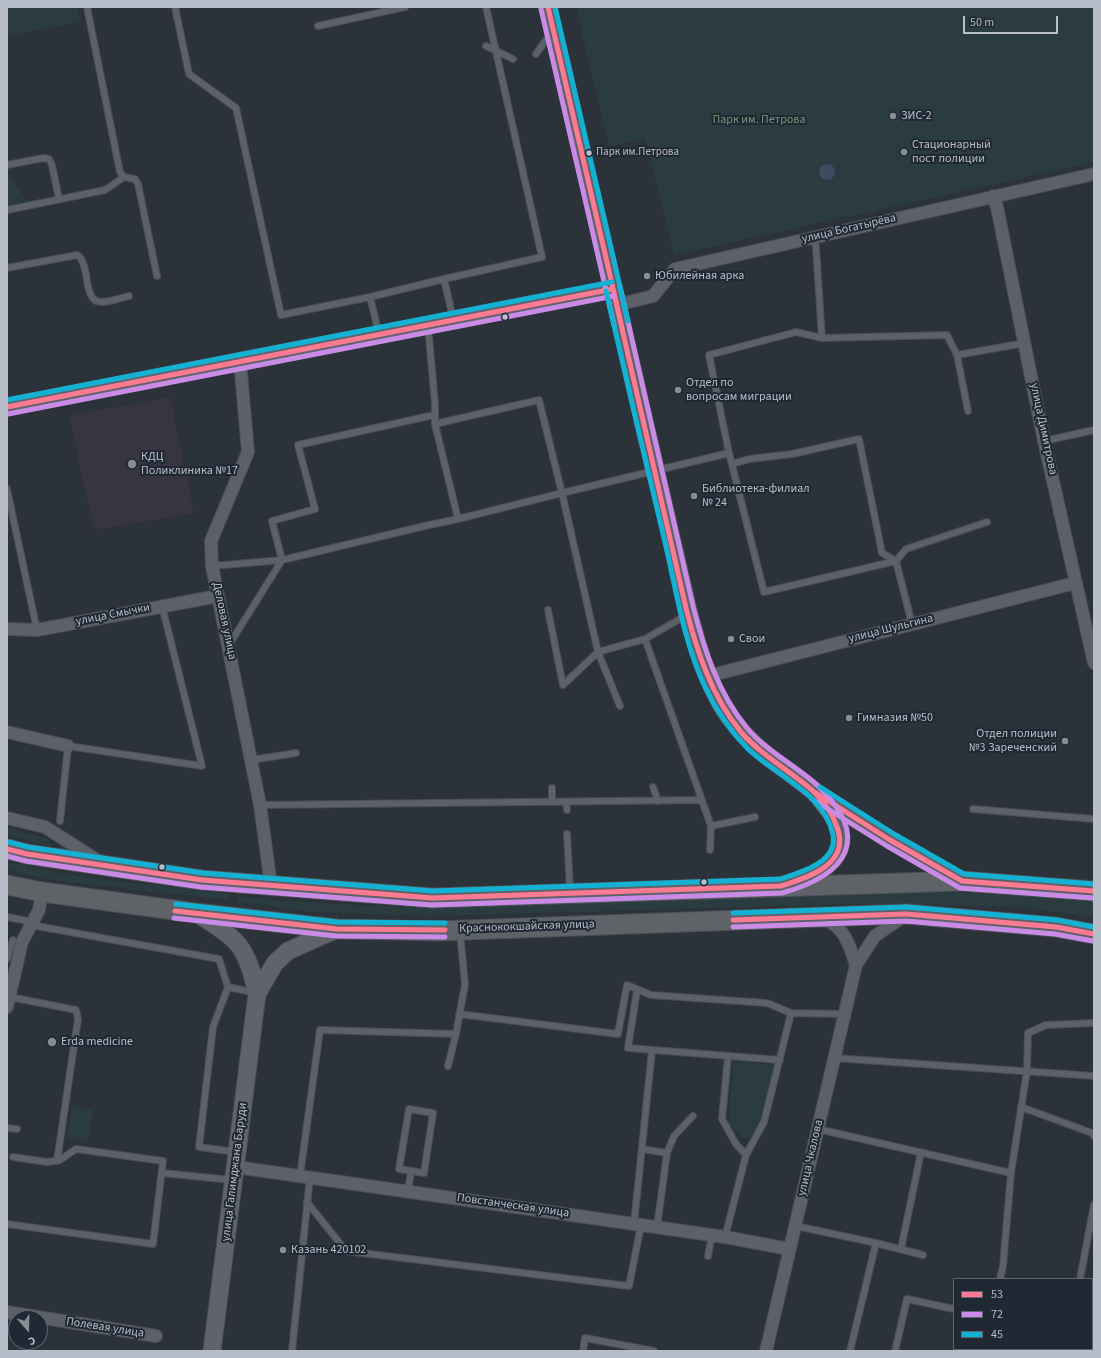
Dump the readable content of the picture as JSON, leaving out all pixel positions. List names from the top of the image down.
{
  "streets": {
    "main road": ["Краснококшайская улица"],
    "street": [
      "улица Богатырёва",
      "улица Димитрова",
      "улица Смычки",
      "Деловая улица",
      "улица Шульгина",
      "улица Чкалова",
      "улица Галимджана Баруди",
      "Повстанческая улица",
      "Полевая улица"
    ]
  },
  "crossings": [
    ["улица Богатырёва", "улица Димитрова"],
    ["улица Димитрова", "улица Шульгина"],
    ["улица Смычки", "Деловая улица"],
    ["Краснококшайская улица", "улица Чкалова"],
    ["Краснококшайская улица", "улица Галимджана Баруди"],
    ["улица Чкалова", "Повстанческая улица"],
    ["улица Галимджана Баруди", "Повстанческая улица"]
  ],
  "parks": ["Парк им. Петрова"],
  "places": [
    "ЗИС-2",
    "Стационарный пост полиции",
    "Парк им.Петрова",
    "Юбилейная арка",
    "Отдел по вопросам миграции",
    "КДЦ Поликлиника №17",
    "Библиотека-филиал № 24",
    "Свои",
    "Гимназия №50",
    "Отдел полиции №3 Зареченский",
    "Erda medicine",
    "Казань 420102"
  ],
  "lines": ["transit line 53", "transit line 45", "transit line 72"],
  "legend": ["53", "72", "45"],
  "scale_bar": "50 m",
  "north": "bottom"
}
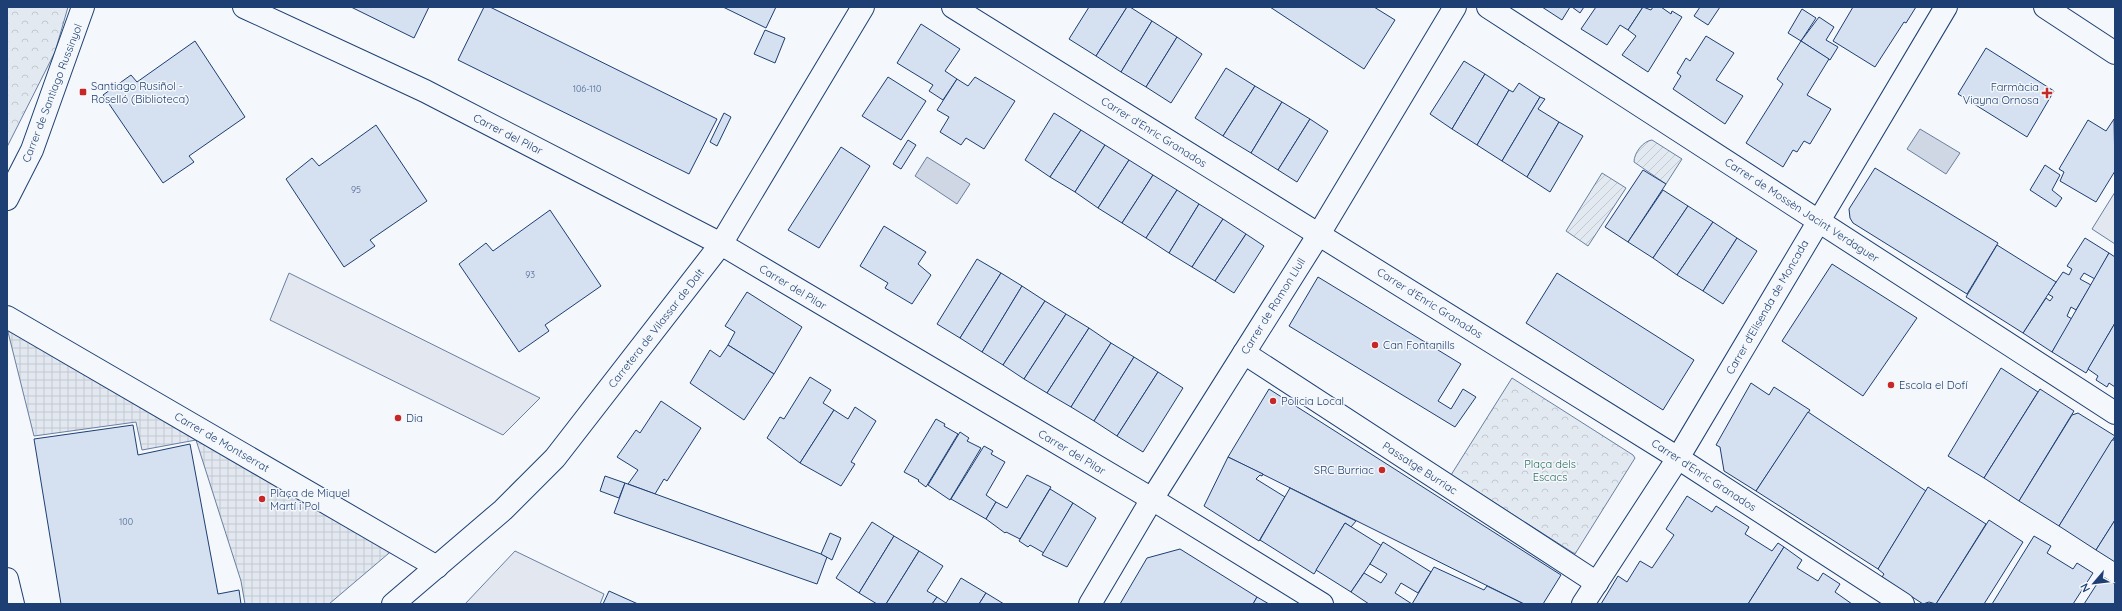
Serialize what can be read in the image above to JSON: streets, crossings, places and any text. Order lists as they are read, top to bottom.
{
  "streets": {
    "street": [
      "Carrer de Santiago Russinyol",
      "Carrer d'Enric Granados",
      "Carrer del Pilar",
      "Carrer de Mossèn Jacint Verdaguer",
      "Carrer de Ramon Llull",
      "Carrer d'Elisenda de Moncada",
      "Carretera de Vilassar de Dalt",
      "Carrer de Montserrat",
      "Passatge Burriac"
    ]
  },
  "crossings": [
    ["Carrer d'Enric Granados", "Carrer de Ramon Llull"],
    ["Carrer d'Enric Granados", "Carrer d'Elisenda de Moncada"],
    ["Carrer del Pilar", "Carrer de Ramon Llull"],
    ["Carrer del Pilar", "Carretera de Vilassar de Dalt"],
    ["Carrer de Mossèn Jacint Verdaguer", "Carrer d'Elisenda de Moncada"],
    ["Carrer de Ramon Llull", "Passatge Burriac"],
    ["Carrer d'Elisenda de Moncada", "Passatge Burriac"],
    ["Carretera de Vilassar de Dalt", "Carrer de Montserrat"]
  ],
  "parks": ["Plaça dels Escacs"],
  "places": {
    "transit": ["Santiago Rusiñol - Roselló (Biblioteca)"],
    "health": ["Farmàcia Viayna Ornosa"],
    "other": [
      "Can Fontanills",
      "Escola el Dofí",
      "Policia Local",
      "Dia",
      "SRC Burriac",
      "Plaça de Miquel Martí i Pol"
    ]
  },
  "house_numbers": [
    "106-110",
    "95",
    "93",
    "100"
  ],
  "north": "bottom left"
}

What the exercise asks: Throughout the data above, copy all lines where the word "Богатырёва" is found.

Answer below:
      "улица Богатырёва",
    ["улица Богатырёва", "улица Димитрова"],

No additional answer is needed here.